BRIEF. Please copy, exactly as written, the span from the first line below to the line that contains "background:var(--page); color:var(--text); height:100vh;", including both, and skip the pictures.

DATA.
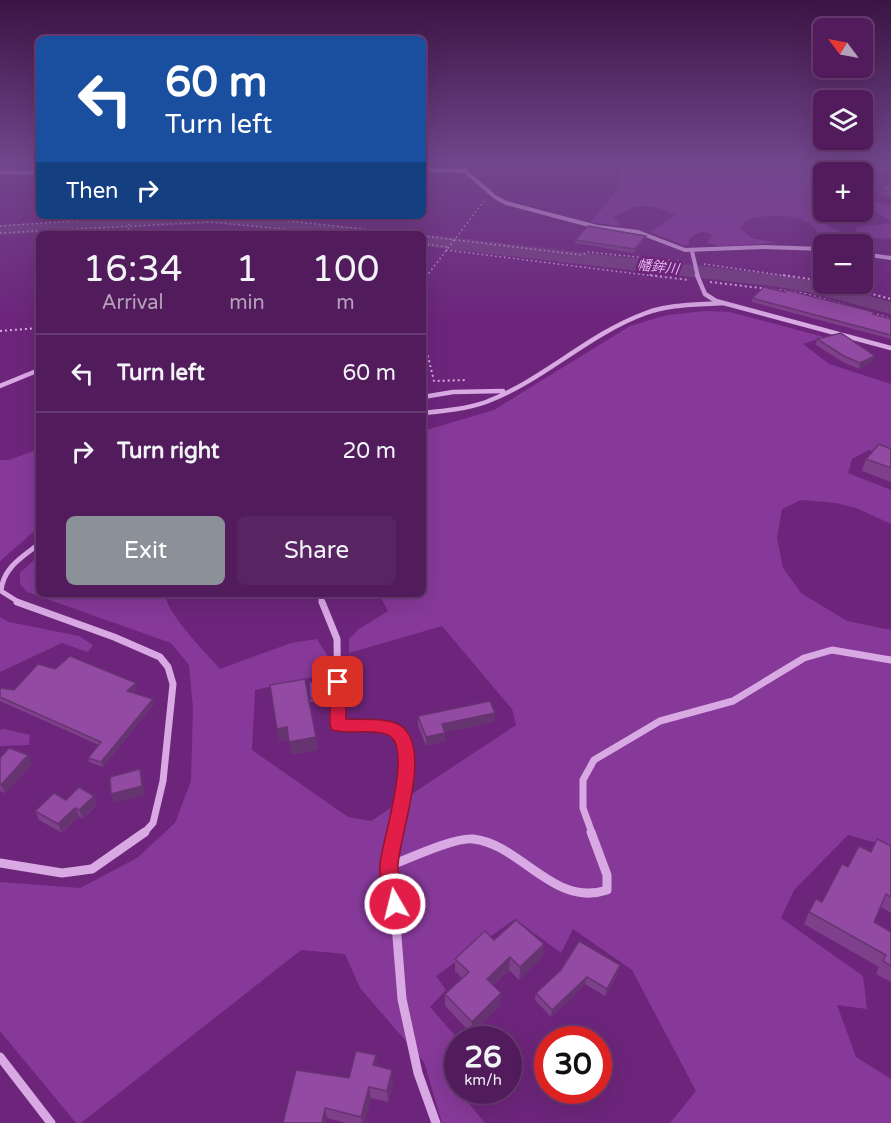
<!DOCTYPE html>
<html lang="en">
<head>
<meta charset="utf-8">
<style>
	:root { --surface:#521c5c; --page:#582562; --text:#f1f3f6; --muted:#b5a1bb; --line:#683a72; --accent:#8c9099 }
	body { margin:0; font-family:"Varela Round","Noto Sans JP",sans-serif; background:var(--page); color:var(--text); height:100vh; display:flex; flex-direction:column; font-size:22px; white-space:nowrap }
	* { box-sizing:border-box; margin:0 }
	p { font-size:20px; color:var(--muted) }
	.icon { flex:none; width:33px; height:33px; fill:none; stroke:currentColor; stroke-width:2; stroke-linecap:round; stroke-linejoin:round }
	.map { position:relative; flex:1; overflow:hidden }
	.side { position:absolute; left:36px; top:231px; width:390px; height:366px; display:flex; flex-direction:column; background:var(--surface); border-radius:9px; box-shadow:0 6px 24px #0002,0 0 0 2px var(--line) }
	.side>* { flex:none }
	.banner { position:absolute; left:36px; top:36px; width:390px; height:183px; border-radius:9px; box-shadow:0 6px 24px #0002,0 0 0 2px var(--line); background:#1a4fa0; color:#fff; overflow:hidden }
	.needle { width:39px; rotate:302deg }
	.tools { position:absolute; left:813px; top:18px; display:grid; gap:12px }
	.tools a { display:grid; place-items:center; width:60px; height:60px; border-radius:9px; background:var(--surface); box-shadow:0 6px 24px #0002,0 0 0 2px var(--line); font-size:30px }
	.speed { position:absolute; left:444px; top:1026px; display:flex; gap:12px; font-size:30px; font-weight:700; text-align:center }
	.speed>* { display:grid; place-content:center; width:78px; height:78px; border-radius:50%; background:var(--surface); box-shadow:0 6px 24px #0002,0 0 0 2px var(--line); line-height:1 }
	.speed small { font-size:15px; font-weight:400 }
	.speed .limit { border:9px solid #d22; background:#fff; color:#111 }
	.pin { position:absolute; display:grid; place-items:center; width:51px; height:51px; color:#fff; margin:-26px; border-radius:12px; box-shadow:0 3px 9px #0006 }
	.me { position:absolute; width:66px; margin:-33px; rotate:352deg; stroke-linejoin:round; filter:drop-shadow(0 0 4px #0008) }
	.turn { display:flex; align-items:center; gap:21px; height:126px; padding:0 30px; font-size:27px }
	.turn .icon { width:78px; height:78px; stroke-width:2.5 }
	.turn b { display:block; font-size:42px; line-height:51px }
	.then { display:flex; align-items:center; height:57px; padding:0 30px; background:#0003; gap:12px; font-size:22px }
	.eta { display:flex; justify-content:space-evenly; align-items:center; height:102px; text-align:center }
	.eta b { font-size:36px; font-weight:600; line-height:42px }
	.button { display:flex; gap:12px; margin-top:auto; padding:12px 30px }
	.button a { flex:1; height:69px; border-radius:9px; background:var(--accent); color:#fff; font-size:24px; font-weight:600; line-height:69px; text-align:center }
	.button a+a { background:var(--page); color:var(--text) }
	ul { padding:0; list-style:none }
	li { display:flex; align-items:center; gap:18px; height:78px; padding:0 30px; border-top:2px solid var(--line) }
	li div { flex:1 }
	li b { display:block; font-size:22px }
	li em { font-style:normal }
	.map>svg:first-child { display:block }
</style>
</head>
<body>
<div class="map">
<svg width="891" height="1123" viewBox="0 0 891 1123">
	<rect width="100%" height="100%" fill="#6d257b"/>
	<g fill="#863999">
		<path d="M 614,162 L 891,162 L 891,175 L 861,171 L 824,172 L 823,205 L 813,206 L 829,227 L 839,230 L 842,240 L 836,244 L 824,244 C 820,237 818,231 811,225 C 796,213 762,214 746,221 L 740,229 L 752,238 L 777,243 L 718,246 L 707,242 L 712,235 C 703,229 697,233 689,239 L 689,245 L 683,245 L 650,232 L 675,215 C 650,203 637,202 613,218 L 620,222 L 618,226 L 591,222 L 619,188 L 621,171 Z"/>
		<polygon points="863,195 874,201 891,205 891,222 873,209 863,206"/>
		<polygon points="891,223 891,239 874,238 871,251 863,250 862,244 852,244 857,227"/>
		<path d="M 705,311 L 730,312 L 824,337 L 803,344 L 829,364 L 891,384 L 891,458 L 869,450 L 852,459 L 848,473 L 891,490 L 891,524 L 856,508 L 836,503 L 801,500 L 782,509 L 777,538 L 783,568 L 801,593 L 847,621 L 891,630 L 891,847 L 848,835 L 794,890 L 781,918 L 863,976 L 867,1009 L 837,1005 L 856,1057 L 891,1079 L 891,1123 L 670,1123 L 696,1091 L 632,970 L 573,929 L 561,953 L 515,919 L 436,976 L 446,990 L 430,1007 L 458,1039 L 457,1075 L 452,1083 L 485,1123 L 442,1123 L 424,1062 L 360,988 L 345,954 L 301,950 L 81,1123 L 76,1123 L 0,1031 L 0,882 L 80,888 L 137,858 L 175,823 L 191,781 L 193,708 L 189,665 L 171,643 L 27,592 L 20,584 L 20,573 L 39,555 L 39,594 L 165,594 C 166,613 207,654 220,669 L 291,643 L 317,639 L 327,655 L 322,675 L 255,690 L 252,750 L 348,817 L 371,821 L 516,725 L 512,709 L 442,626 L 349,653 L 349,639 L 359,629 L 388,611 L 379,594 L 423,594 L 423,431 L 494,410 L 630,326 L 667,315 Z"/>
		<polygon points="39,449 39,527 0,561 0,460 9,460"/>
		<polygon points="0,617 9,622 79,636 93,645 88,652 62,643 0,672"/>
		<polygon points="5,729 30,735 29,745 0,746 0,730"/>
	</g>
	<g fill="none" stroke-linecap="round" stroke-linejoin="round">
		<g fill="#743f7f" fill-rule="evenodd">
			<polygon points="152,216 244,216 371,229 377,230 380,234 317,234 211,223 0,235 0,225"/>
			<polygon points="423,234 771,274 810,280 891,302 891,314 808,292 771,286 423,246"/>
		</g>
		<g stroke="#d9a9e4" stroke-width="1.5" stroke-dasharray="1.5 3" stroke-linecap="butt">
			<polyline points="243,216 408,234"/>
			<polyline points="0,226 146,216"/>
			<polyline points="0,233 211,222 336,234"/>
			<polyline points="128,234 130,216"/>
			<polyline points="423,236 582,255 588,252 685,262"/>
			<polyline points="423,244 448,247"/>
			<polyline points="446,250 662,277"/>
			<polyline points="704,264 794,277"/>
			<polyline points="426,277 484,201"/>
		</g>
		<g stroke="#d9a9e4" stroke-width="2" stroke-dasharray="2 3" stroke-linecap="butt">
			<polyline points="650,275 689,280"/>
			<polyline points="783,275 824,281"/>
			<polyline points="423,281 427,275"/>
			<polyline points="710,282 802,293 845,305"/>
			<polyline points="835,284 891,299"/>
			<polyline points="872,313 891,319"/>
			<polyline points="0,331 39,328"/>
			<polyline points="423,336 434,381 467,380"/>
		</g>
		<polyline stroke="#d9a9e4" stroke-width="3" points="465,171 468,162"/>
		<g stroke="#d9a9e4" stroke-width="4">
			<polyline points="423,170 465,171 495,197 506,203 597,227 638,232 685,250 763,247 824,249"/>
			<polyline points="0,172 39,173"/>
			<polyline points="692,251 698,277"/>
			<polyline points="862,254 891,258"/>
		</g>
		<g stroke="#d9a9e4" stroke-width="4.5">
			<polyline points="697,275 705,294 716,301 891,348"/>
			<polyline points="0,386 39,370"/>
			<polyline points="423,397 453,392 503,391"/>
			<path d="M 423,413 C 444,411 466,409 486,402 C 544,380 588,334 646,313 C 670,304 697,305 723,303"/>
		</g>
		<g stroke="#d9a9e4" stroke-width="5">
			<path d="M 20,603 L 1,591 C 3,568 22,557 39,544"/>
			<polyline points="323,603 321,599 323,594"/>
		</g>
		<g stroke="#d9a9e4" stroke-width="7">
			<polyline points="17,602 114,637 160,657 168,667 173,684 163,781 153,823 144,833"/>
			<path d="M 322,602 L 337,639 L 338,725 L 395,730 C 419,757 401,802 395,833"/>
			<polyline points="592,833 583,808 583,780 594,760 660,721 733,701 804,658 832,650 891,660"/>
		</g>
		<g stroke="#d9a9e4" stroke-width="9">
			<polyline points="396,832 389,866 393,887 402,999 418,1073 436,1123"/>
			<polyline points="0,863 62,873 92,869 145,832"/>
			<path d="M 389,866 C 408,859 454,837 473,839 C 521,844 554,908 607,890 L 607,875 L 591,832"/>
			<polyline points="0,1057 51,1123"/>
		</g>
	</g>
	<g fill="#7e408b">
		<polygon points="891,181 891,197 879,195 880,190"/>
		<polygon points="646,236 645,239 634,253 575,243 575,240"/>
		<polygon points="785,292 874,312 874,314 891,319 891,339 752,302 752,298"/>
		<polygon points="817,339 875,356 873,361 859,369 843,362 816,345"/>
		<polygon points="891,449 891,482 862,471 866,459"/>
		<polygon points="330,680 331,700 310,702 310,698"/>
		<polygon points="137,687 132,693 154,704 103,767 89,762 88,758 99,745 0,701 0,688 14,690"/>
		<polygon points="418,716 494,722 445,732 445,741 426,746 418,725"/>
		<polygon points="28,755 32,764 5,793 0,791 0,758"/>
		<polygon points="66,800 97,805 83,819 79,816 62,833 39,820 35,811"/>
		<polygon points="891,846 891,913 881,907 874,922 891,932 891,982 876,974 879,967 804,924 809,912 822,902 848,867 871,852"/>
		<polygon points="494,940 544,944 542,957 519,980 509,970 493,985 500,1005 472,1034 445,1006 445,994 462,978 455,971 455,959"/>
		<polygon points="561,970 619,972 605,996 585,984 551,1017 535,1000 536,993"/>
		<polygon points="377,1066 393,1081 388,1102 371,1098 364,1123 346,1123 327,1118 283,1123"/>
		<polygon points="473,1090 490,1090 485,1099"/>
	</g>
	<g fill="#663471">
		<polygon points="646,236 645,239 634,253 635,249"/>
		<polygon points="875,356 873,361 859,369 860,363"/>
		<polygon points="136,683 137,687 129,696 127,691"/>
		<polygon points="153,699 154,704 103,767 101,762"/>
		<polygon points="495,713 494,722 442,733 442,724"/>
		<polygon points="287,727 289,740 279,742 277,729"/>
		<polygon points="445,733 445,741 426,746 426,737"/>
		<polygon points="316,737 318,750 291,755 289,742"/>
		<polygon points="28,755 32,764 5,793 1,785"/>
		<polygon points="140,769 143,778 145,795 114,803 111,794"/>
		<polygon points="94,796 97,805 83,819 79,810"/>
		<polygon points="75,808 79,816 62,833 58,824"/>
		<polygon points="544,944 542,957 519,980 520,967"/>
		<polygon points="510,957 509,970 486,991 487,979"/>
		<polygon points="620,965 619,972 605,996 607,989"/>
		<polygon points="587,977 585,984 551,1017 552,1010"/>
		<polygon points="501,993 500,1005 472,1034 472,1022"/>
		<polygon points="376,1055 378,1066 373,1065"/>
		<polygon points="392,1070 393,1081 388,1102 387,1091"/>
		<polygon points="369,1087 371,1098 364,1123 362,1123 361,1117"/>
		<polygon points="486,1090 490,1090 485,1099 485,1091"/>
		<polygon points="325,1108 327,1118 326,1123 322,1123"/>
	</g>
	<g fill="#924aa2" stroke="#663471" stroke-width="1.5">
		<polygon points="891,181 891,192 880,190"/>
		<polygon points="588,226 646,236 635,249 575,240"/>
		<polygon points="764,287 785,292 787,290 874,312 873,314 891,319 891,335 752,298"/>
		<polygon points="841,333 875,356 860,363 844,356 817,339"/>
		<polygon points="879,444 891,449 891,468 866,459"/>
		<polygon points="70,656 136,683 127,691 153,699 101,762 88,758 101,742 0,697 0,688 14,690 38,664 55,669"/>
		<polygon points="305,679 316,737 289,742 287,727 277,729 270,685"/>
		<polygon points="330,680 330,696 310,698 309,682"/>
		<polygon points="490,701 495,713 442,724 445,733 426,737 418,716"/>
		<polygon points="9,748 28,755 1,785 0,784 0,758"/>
		<polygon points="140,769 142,786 111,794 110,777"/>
		<polygon points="79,787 94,796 79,810 75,808 58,824 35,811 54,793 66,800"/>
		<polygon points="877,839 891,846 891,897 886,894 874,922 891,932 891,966 883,961 886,955 809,912 816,899 822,902 842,864 848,867 859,846 871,852"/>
		<polygon points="516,920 544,944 520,967 510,957 487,979 501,993 472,1022 445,994 469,972 455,959 485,931 494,940"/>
		<polygon points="579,941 620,965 607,989 587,977 552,1010 536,993 561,970"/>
		<polygon points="356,1051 376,1055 373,1065 392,1070 387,1091 369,1087 361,1117 325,1108 322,1123 283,1123 296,1070 349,1078"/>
	</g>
	<linearGradient id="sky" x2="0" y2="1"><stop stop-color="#3c1444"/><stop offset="0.51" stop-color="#72468d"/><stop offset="1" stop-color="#72468d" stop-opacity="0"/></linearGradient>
	<rect width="891" height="319" fill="url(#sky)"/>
	<path fill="#e11d48" stroke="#92132f" stroke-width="1.5" d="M 338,676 L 343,678 L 345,682 L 346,719 C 362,720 388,717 401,726 C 433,748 400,832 398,865 C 397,880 408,896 401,910 L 395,912 L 388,910 C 382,898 379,877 380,864 C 382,841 414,746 388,735 C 371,728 350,735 332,730 L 330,725 L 330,682 L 332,678 Z"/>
	<g text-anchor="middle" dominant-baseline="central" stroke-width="5" stroke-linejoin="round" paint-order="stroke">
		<g font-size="14" font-style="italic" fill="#e2b4ec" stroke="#6d257b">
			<text transform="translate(658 267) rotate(7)">幡鉾川</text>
		</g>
	</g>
</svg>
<div class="tools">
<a><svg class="needle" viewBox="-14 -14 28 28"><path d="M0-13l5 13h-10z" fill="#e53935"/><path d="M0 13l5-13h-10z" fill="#b5a1bb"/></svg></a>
<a><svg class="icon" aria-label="layers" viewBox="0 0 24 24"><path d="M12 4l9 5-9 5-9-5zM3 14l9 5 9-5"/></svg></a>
<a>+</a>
<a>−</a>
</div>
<div class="speed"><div>26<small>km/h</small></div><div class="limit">30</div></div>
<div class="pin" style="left:338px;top:682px;background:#d93025"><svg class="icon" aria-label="arrive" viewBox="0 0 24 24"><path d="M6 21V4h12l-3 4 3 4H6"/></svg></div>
<svg class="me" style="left:395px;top:904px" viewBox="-20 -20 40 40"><circle r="17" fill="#e11d48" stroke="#fff" stroke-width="3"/><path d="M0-11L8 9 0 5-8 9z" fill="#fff"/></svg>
<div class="banner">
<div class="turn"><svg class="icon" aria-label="left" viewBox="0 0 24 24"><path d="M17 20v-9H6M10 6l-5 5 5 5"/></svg><div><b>60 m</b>Turn left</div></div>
<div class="then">Then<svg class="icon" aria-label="right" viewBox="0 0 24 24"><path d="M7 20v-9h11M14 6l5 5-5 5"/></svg></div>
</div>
<section class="side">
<div class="eta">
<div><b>16:34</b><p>Arrival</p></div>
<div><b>1</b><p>min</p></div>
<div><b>100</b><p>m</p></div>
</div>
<ul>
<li><svg class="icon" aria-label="left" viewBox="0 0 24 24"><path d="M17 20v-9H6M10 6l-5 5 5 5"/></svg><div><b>Turn left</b></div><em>60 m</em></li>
<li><svg class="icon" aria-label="right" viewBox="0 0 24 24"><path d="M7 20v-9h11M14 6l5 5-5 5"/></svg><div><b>Turn right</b></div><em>20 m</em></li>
</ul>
<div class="button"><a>Exit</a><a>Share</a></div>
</section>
</div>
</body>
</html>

SOLVED EXERCISE.
<!DOCTYPE html>
<html lang="en">
<head>
<meta charset="utf-8">
<style>
	:root { --surface:#521c5c; --page:#582562; --text:#f1f3f6; --muted:#b5a1bb; --line:#683a72; --accent:#8c9099 }
	body { margin:0; font-family:"Varela Round","Noto Sans JP",sans-serif; background:var(--page); color:var(--text); height:100vh; display:flex; flex-direction:column; font-size:22px; white-space:nowrap }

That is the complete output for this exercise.